### Exercise goal
Please copy each line of the listing that includes the string "names".

### Record set
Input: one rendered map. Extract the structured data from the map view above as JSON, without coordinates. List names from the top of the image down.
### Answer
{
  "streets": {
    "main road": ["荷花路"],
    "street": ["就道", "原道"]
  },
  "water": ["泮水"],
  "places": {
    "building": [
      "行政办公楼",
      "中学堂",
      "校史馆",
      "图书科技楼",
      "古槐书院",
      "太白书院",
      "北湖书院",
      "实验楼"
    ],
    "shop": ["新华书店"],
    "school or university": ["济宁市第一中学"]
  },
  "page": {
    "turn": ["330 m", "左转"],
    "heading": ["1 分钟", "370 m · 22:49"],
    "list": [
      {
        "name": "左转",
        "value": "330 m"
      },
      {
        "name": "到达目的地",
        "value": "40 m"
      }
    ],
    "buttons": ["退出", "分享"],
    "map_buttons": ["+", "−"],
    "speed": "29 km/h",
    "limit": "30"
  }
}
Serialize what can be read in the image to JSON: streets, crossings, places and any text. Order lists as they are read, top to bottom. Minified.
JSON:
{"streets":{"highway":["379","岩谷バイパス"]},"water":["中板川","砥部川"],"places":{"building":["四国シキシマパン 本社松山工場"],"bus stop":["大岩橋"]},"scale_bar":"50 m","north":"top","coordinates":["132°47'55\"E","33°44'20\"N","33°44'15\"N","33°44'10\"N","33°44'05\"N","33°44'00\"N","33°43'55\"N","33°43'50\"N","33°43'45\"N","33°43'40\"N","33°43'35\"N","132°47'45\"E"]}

--

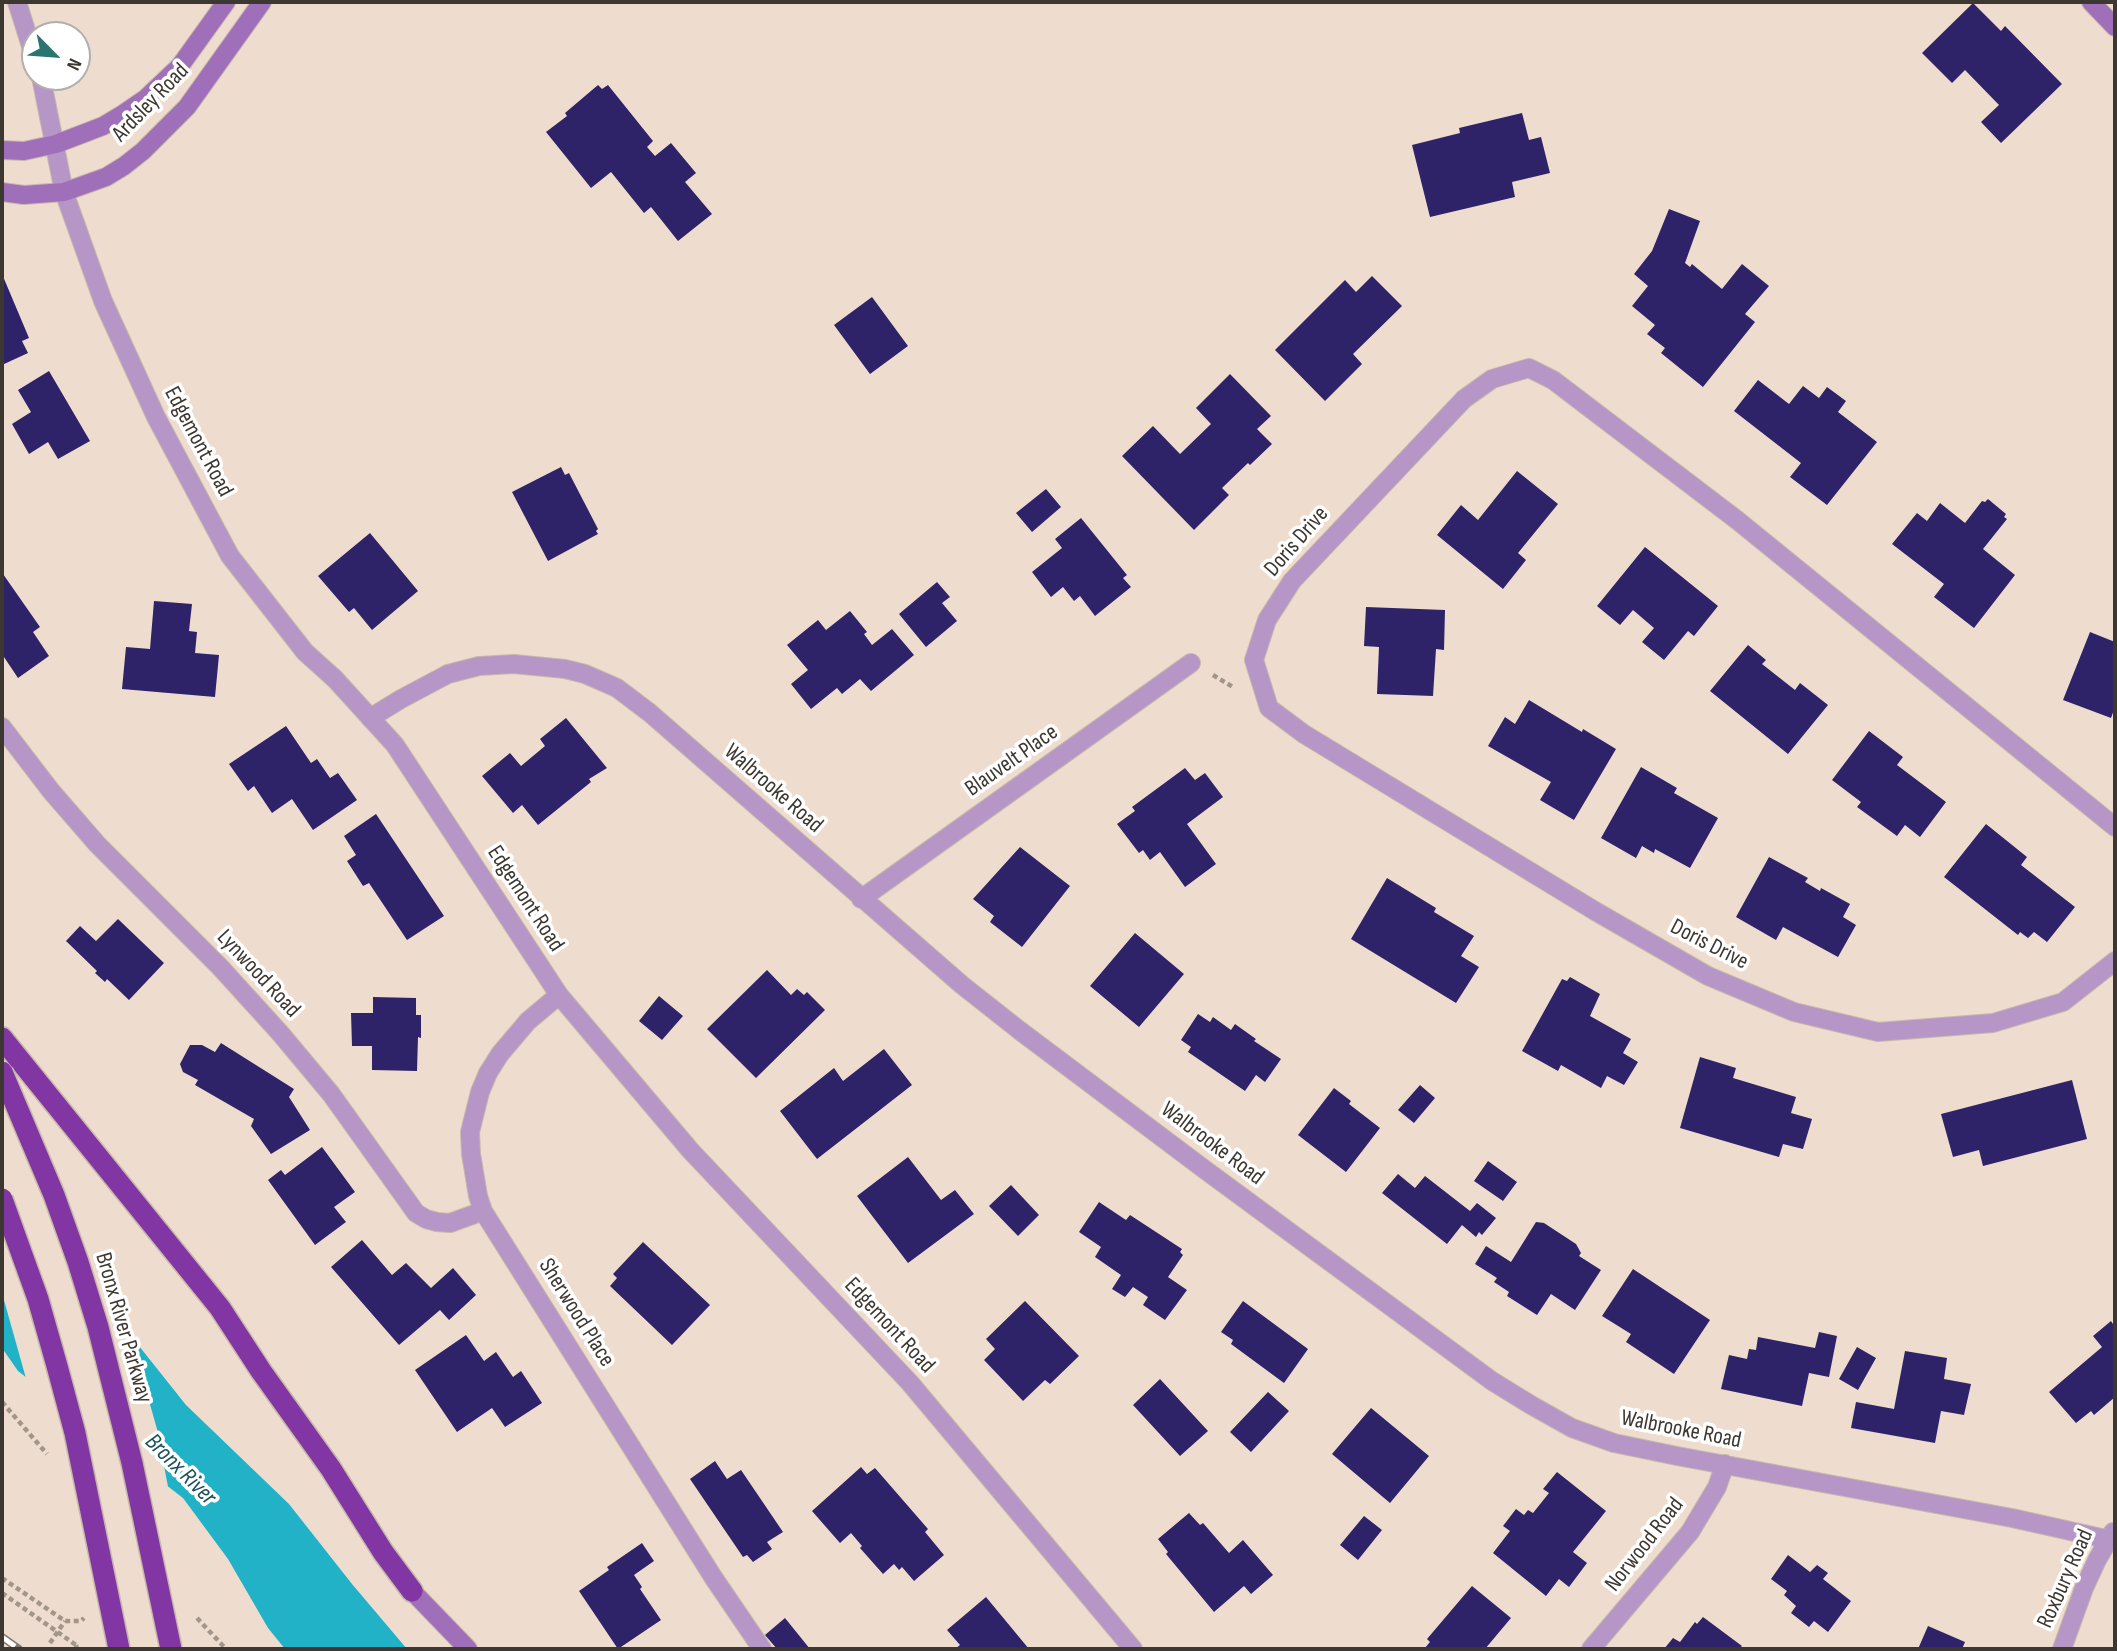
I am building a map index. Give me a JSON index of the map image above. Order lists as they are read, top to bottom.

...

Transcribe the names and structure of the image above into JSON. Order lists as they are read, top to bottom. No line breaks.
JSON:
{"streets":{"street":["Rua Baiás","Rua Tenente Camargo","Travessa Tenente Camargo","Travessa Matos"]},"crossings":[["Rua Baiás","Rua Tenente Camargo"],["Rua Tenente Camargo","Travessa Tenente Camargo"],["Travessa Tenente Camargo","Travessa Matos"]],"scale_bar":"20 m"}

### Answer section
Input: one rendered map. Extract the structured data from the map view above as JSON, without coordinates. List names from the top of the image down.
Transcribe the names and structure of the image above into JSON. Order lists as they are read, top to bottom. No line breaks.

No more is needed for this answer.